While African-Americans comprise only about 12 percent of the total population, they represent 33 percent of the federal and state prison populations. In 2016, African Americans comprised 27 percent of all individuals arrested in the U.S. But the disparities do not end there.
1 out of every 3 individuals that are killed by police officers in any given year is African American. 69 percent of African American victims of police brutality were suspected of a non-violent crime and were unarmed. To make matters even worse, 97 percent of the cases of police brutality that were tracked in 2015 did not result in any officer-involved being charged with a crime. This is not just shameful, it’s legalized assault and murder.
After the Civil War, most African American veterans risked mistreatment and murder by simply wearing their uniforms. Nothing changed after the first World War when many veterans of color were denied the benefits and disability pay they had been promised. Yet even with these miscarriages of trust, more than a million African American men signed up for World War II to fight for their country. But when these patriotic war veterans returned home, they were shafted again. The G.I. Bill had been written in a way that most of its benefits – mortgage support, college tuition and business loans – were not available to them.
It has become customary for small groups of NFL players to meet at midfield after games to form prayer circles.
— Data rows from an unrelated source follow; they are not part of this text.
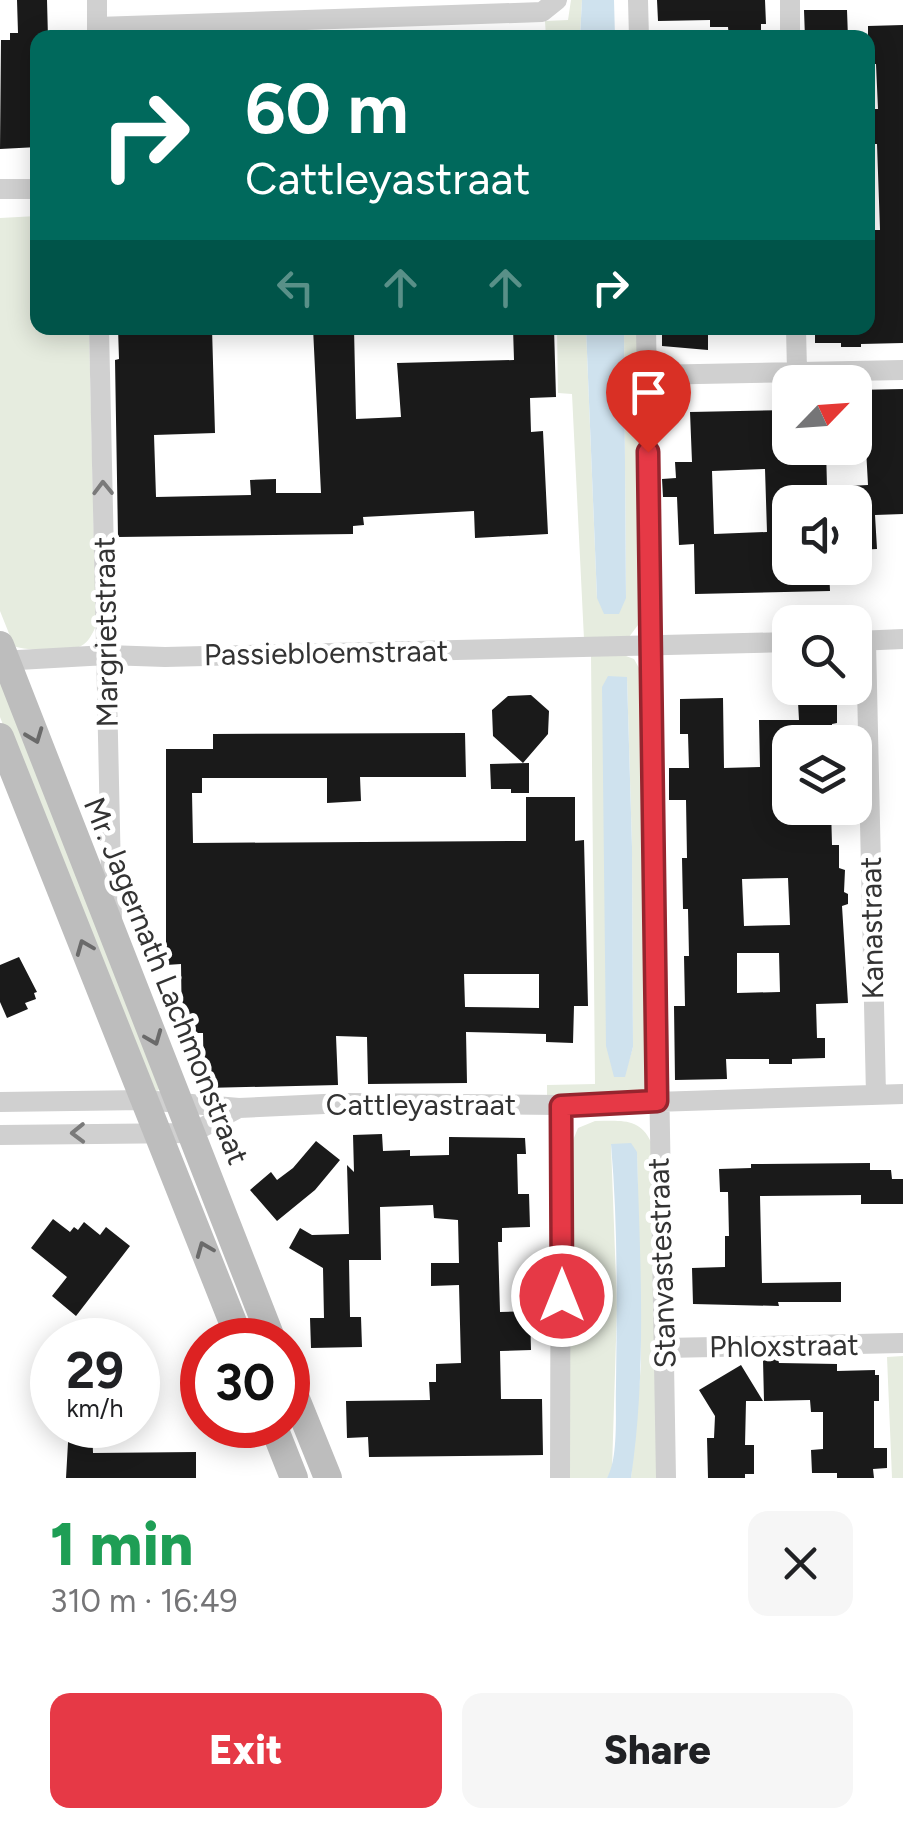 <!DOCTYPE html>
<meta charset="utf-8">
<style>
body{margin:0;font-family:Figtree,sans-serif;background:#f6f6f6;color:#202124;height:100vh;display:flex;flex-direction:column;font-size:38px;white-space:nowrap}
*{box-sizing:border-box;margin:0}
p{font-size:32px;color:#757577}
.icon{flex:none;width:55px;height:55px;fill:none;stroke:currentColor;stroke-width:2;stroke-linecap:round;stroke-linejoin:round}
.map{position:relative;height:1478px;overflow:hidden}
.side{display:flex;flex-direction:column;background:#fff;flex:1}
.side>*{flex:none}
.guide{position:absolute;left:30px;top:30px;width:845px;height:305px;border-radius:20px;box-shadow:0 5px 25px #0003;background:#00695c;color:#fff;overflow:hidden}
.needle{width:65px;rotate:65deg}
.controls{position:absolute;left:772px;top:365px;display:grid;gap:20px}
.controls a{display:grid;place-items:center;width:100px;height:100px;border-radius:20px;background:#fff;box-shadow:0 5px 25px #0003;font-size:50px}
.speed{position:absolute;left:30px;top:1318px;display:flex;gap:20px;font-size:50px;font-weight:700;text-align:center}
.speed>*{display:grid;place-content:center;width:130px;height:130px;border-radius:50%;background:#fff;box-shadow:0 5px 25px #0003;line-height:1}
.speed small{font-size:25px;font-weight:400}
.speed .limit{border:15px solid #d22;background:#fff;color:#111}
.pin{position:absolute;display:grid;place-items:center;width:85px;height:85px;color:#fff;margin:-102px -42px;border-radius:50% 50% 50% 0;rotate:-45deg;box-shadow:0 0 10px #0007}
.pin .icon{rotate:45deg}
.me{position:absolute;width:110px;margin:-55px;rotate:0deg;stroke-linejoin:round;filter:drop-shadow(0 0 8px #0008)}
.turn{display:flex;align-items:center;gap:35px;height:210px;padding:0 50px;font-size:45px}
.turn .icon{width:130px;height:130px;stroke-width:2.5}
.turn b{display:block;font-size:70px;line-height:85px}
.lanes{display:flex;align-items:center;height:95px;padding:0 50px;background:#0003;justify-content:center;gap:50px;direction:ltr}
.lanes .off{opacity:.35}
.round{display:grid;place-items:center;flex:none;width:105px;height:105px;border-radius:20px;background:#f6f6f6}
.summary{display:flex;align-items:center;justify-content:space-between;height:170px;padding:0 50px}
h1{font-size:60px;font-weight:800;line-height:75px;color:#1e9e55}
.button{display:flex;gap:20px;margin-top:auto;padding:20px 50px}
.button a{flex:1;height:115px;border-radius:20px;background:#e63946;color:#fff;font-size:40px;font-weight:800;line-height:115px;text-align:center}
.button a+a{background:#f6f6f6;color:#202124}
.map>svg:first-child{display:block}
.green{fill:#e6ecdf;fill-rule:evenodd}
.water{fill:#cfe2ee}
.building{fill:#1a1a1a;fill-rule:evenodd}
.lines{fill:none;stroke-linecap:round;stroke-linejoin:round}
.minor{stroke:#d0d0d0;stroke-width:20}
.secondary{stroke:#bdbdbd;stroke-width:28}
.oneway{stroke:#7a7a7a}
.oneway2{stroke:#6a6a6a}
.route-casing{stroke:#96252e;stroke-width:25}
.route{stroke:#e63946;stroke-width:18}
.labels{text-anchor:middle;stroke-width:10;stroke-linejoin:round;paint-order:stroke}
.street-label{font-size:30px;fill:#333;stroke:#fff}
</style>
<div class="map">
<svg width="903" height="1478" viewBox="0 0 903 1478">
<rect width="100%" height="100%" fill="#fff"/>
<path class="green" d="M 571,0 L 582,0 L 580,37 L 546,37 L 545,21 L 568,20 Z
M 37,216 L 38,328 L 89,328 L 96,626 C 92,634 89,642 81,646 C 70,652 25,651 14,646 L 0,611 L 0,218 Z
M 557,328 L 586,328 L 597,598 L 626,598 L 624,328 L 638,328 L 642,607 L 641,621 L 629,637 L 584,639 L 572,394 L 558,393 Z
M 591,655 L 626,656 L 634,659 L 645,679 L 652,1074 L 644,1093 L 547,1102 L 547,1085 L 595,1084 ZM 627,678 L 632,847 L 633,1047 L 624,1077 Z
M 0,679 L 161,1088 L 154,1093 L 96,960 L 0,717 Z
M 595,1121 C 619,1121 640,1117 651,1142 L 658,1478 L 631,1478 L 641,1365 L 637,1152 L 611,1145 L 617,1307 L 612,1470 L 607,1478 L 569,1478 L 571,1145 L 578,1128 Z
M 903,1356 L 903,1478 L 892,1478 L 887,1357 Z"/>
<path class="water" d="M 582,0 L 614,0 L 615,37 L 580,37 Z
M 586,328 L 624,328 L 626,598 L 619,614 L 604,614 L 597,598 Z
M 608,676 L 627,677 L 632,847 L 633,1047 L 625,1077 L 614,1077 L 606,1046 L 602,687 Z
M 631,1143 L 637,1152 C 640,1260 647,1370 631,1478 L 607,1478 C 619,1458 615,1410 616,1386 C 617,1305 618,1225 611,1144 Z"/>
<path class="building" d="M 17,0 L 47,0 L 48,38 L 38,38 L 38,147 L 0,149 L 1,40 L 10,40 L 10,33 L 18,33 Z
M 657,0 L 765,0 L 766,24 L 761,24 L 761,38 L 729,38 L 728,27 L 710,27 L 710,20 L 658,21 Z
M 804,10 L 847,10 L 848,38 L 805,38 Z
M 903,25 L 903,343 L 861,344 L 861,347 L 841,347 L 841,343 L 815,343 L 815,328 L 868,328 L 868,230 L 880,230 L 877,144 L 868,144 L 868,109 L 878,109 L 876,64 L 868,64 L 868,26 Z
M 118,328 L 212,328 L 215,433 L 154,435 L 156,497 L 251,495 L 250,480 L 276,479 L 276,493 L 321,493 L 313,328 L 354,328 L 356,419 L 401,417 L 397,363 L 514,360 L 513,328 L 554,328 L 556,397 L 530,398 L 531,432 L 543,431 L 548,534 L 475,538 L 474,511 L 363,517 L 364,525 L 353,526 L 353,534 L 118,537 L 115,360 L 119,359 Z
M 662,328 L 708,328 L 708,350 L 662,346 Z
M 903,389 L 903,514 L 875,515 L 877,549 L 857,550 L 855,502 L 790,502 L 790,568 L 829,568 L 830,591 L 695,594 L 694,544 L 679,545 L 677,497 L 663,497 L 662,479 L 676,478 L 675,462 L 692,462 L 690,412 L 790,410 L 790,448 L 826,448 L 827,487 L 868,485 L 865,430 L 855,430 L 855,390 ZM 765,469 L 767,532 L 714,534 L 712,471 Z
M 531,695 L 549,711 L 548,734 L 523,763 L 493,736 L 492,710 L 508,696 Z
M 723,698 L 724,768 L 760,767 L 759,720 L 799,720 L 798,702 L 837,701 L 837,723 L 832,724 L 832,742 L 790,742 L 790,762 L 781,762 L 782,805 L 831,808 L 832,845 L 839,845 L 839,868 L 845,870 L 844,892 L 848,894 L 848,904 L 842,906 L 848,1003 L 816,1004 L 817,1038 L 825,1038 L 825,1058 L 792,1059 L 792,1064 L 769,1064 L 769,1059 L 726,1059 L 727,1079 L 675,1080 L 674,1006 L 685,1006 L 684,956 L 689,956 L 688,909 L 683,909 L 682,858 L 687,858 L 686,800 L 669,800 L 669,768 L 689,768 L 688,734 L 680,734 L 680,699 ZM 788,878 L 790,925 L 744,926 L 742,879 ZM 737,953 L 779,953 L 780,992 L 737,993 Z
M 465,733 L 466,777 L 360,777 L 361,801 L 327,803 L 327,778 L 202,778 L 202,793 L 192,793 L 193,843 L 526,841 L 526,797 L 575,797 L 575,841 L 584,840 L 588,1006 L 574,1006 L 573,1043 L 546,1042 L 546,1034 L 466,1032 L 467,1083 L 368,1084 L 367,1037 L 336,1036 L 338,1085 L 204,1088 L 203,1033 L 182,1033 L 181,964 L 166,965 L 166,749 L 213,749 L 213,734 ZM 464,974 L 539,974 L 539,1008 L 465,1007 Z
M 529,763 L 529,793 L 511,793 L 511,789 L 491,789 L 490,764 Z
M 19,957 L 37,992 L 34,993 L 36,999 L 25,1003 L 28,1009 L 7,1018 L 0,1002 L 0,965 Z
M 382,1134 L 383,1151 L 410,1150 L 410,1156 L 449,1155 L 449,1137 L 525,1138 L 526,1154 L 517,1154 L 518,1194 L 529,1194 L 530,1227 L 502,1228 L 502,1242 L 498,1242 L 500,1312 L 530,1311 L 531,1350 L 500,1351 L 501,1399 L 542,1399 L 543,1455 L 369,1457 L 368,1437 L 347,1438 L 346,1401 L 430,1400 L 429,1382 L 436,1382 L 436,1364 L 461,1363 L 459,1285 L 431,1286 L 431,1263 L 459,1263 L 458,1220 L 434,1218 L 433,1205 L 380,1207 L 381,1260 L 349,1260 L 350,1317 L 361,1317 L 362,1347 L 311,1348 L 310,1318 L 324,1318 L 323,1268 L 289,1248 L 300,1228 L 312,1235 L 349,1234 L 347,1165 L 354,1172 L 353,1135 Z
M 316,1141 L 340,1160 L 315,1190 L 277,1221 L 250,1190 L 271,1172 L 277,1180 L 293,1168 Z
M 870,1163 L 870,1170 L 891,1170 L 892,1179 L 903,1179 L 903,1204 L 861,1204 L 861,1195 L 760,1196 L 762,1283 L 841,1282 L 841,1302 L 778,1302 L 779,1306 L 693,1304 L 692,1268 L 725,1267 L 725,1236 L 729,1236 L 728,1192 L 720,1192 L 719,1169 L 751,1168 L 751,1164 Z
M 53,1219 L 70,1232 L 74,1227 L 78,1230 L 84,1222 L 100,1235 L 106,1227 L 130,1246 L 76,1316 L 52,1296 L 67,1277 L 31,1248 Z
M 778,1359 L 779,1363 L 837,1364 L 837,1371 L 875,1370 L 875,1375 L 879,1375 L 879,1401 L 874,1401 L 874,1448 L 887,1448 L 887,1468 L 873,1469 L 874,1478 L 837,1478 L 837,1473 L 812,1473 L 811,1450 L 823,1449 L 823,1412 L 811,1412 L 810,1400 L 764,1401 L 763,1360 Z
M 153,1365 L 156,1393 L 138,1395 L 138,1367 Z
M 741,1365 L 763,1401 L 746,1401 L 745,1445 L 754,1445 L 754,1474 L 745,1474 L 745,1478 L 708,1478 L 707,1438 L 714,1438 L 715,1416 L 699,1390 Z
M 69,1425 L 92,1425 L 93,1453 L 196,1452 L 196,1478 L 66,1478 Z"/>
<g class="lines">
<path class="minor" d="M 97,0 L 97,38
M 638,0 L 639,38
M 790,0 L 790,38
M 97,27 L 542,12 L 557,0
M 0,189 L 38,189
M 99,328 L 112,919
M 646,328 L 666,1478
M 796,328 L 797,371
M 647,375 L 903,370
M 857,641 L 903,639
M 866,641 L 876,1095
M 0,661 L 107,655 L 165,657 L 790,642
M 0,1102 L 144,1100 L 239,1108 L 346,1103 L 561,1105 L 903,1094
M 0,1135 L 192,1133 L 237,1109
M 665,1348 L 903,1343
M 560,1478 L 561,1105"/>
<path class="secondary" d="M 0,645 L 272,1340
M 0,737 L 240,1340
M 288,1379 L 328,1478
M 273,1425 L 294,1478"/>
</g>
<defs><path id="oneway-chevron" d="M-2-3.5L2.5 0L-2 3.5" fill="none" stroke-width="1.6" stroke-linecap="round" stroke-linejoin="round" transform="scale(2.5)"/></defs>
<g class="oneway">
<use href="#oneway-chevron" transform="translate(103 488) rotate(-91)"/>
<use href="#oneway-chevron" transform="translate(78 1133) rotate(179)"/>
</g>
<g class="oneway2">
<use href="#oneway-chevron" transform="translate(35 736) rotate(69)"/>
<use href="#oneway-chevron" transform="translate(84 947) rotate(-112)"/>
<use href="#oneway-chevron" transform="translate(154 1038) rotate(68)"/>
<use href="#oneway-chevron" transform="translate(204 1249) rotate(-112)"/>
</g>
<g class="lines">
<g class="route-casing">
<path id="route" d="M 562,1296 L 561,1106 L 657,1101 L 648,452"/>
</g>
<use href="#route" class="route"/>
</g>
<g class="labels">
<g class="street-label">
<text transform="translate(106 632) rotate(-91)" y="10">Margrietstraat</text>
<text transform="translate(326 653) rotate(-1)" y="10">Passiebloemstraat</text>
<text transform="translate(872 928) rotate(-91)" y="10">Kanastraat</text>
<text transform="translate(166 981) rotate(68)" y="10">Mr. Jagernath Lachmonstraat</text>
<text x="421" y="1115">Cattleyastraat</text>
<text transform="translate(662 1263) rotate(-92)" y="10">Stanvastestraat</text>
<text transform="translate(784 1346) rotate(-1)" y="10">Phloxstraat</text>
</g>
</g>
</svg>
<div class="controls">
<a><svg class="needle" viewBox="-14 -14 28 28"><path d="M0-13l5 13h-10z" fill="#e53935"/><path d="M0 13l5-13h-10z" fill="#757577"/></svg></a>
<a><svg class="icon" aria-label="sound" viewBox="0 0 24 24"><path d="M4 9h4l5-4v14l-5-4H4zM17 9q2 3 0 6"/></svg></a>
<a><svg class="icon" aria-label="search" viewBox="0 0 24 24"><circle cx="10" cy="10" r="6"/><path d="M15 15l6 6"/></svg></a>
<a><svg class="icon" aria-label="layers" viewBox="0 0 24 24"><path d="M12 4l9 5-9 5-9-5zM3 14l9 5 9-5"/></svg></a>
</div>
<div class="speed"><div>29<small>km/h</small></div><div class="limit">30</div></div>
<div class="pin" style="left:648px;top:452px;background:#d93025"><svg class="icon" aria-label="arrive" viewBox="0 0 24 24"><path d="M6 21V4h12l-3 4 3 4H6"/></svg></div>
<svg class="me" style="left:562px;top:1296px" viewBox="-20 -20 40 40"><circle r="17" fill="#e63946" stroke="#fff" stroke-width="3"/><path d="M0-11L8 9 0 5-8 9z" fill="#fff"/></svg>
<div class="guide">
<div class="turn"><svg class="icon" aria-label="right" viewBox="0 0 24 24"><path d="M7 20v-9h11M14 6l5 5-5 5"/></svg><div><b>60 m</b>Cattleyastraat</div></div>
<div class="lanes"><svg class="icon off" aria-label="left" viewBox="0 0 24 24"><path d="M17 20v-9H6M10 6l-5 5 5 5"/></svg><svg class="icon off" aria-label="ahead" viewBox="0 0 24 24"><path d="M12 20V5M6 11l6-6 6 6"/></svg><svg class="icon off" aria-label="ahead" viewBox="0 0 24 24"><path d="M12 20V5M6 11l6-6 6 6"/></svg><svg class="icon" aria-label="right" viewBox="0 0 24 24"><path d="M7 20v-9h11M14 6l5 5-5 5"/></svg></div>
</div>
</div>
<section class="side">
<div class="summary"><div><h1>1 min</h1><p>310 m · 16:49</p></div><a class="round"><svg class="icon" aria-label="close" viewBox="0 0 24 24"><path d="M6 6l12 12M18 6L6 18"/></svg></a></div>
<div class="button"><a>Exit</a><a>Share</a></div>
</section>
Should we vilify these players for exercising their first amendment rights because some atheists feel offended, or should we respect their freedom of speech? Unlike tariffs, when it comes to the constitution, we cannot pick winners and losers.
The double standard that exists in America today reaps of hypocrisy. A baker who refuses to make a wedding cake for a same-sex couple is applauded for his discrimination on religious grounds, while NFL players who hold silent protests during national anthems in a country that oppresses African Americans and people of color are booed and called traitors.
The right to protest does not come with rules and restrictions. To say that the national anthem or a football game is off limits for protestors is ridiculous. I understand the frustrations of drivers when protesters block highways and disrupt traffic. But protest methods are not negotiable. Dissent, by nature, is not politically correct.
African American athletes have a long history of highlighting social injustices by protesting the national anthem. Track stars Tommie Smith and John Carlos cemented their place in history when they raised their black-gloved fists at the 1968 Summer Olympics. Four years later in Germany, Vince Matthews and Wayne Collett were barred from the Olympic Games after taking the podium but refusing to face the flag during the national anthem.
When Denver Nuggets guard Mahmoud Abdul-Rauf was suspended in 1996 by the NBA for not standing during the national anthem, the controversy was not about patriotism or disrespecting the flag. It was the fact that the league was undermining democratic values by attempting to force its players to participate in a patriotic exercise.
Unlike citizens from less democratic nations who are mandated to attend morning flag-raising ceremonies, Americans – including African Americans – have a choice. NFL players like Colin Kaepernick and Eric Reid have proven that America is indeed home of the brave. However, until police officers are held accountable for their actions and the criminal justice system is reformed, America will never be the land of the free for people of color.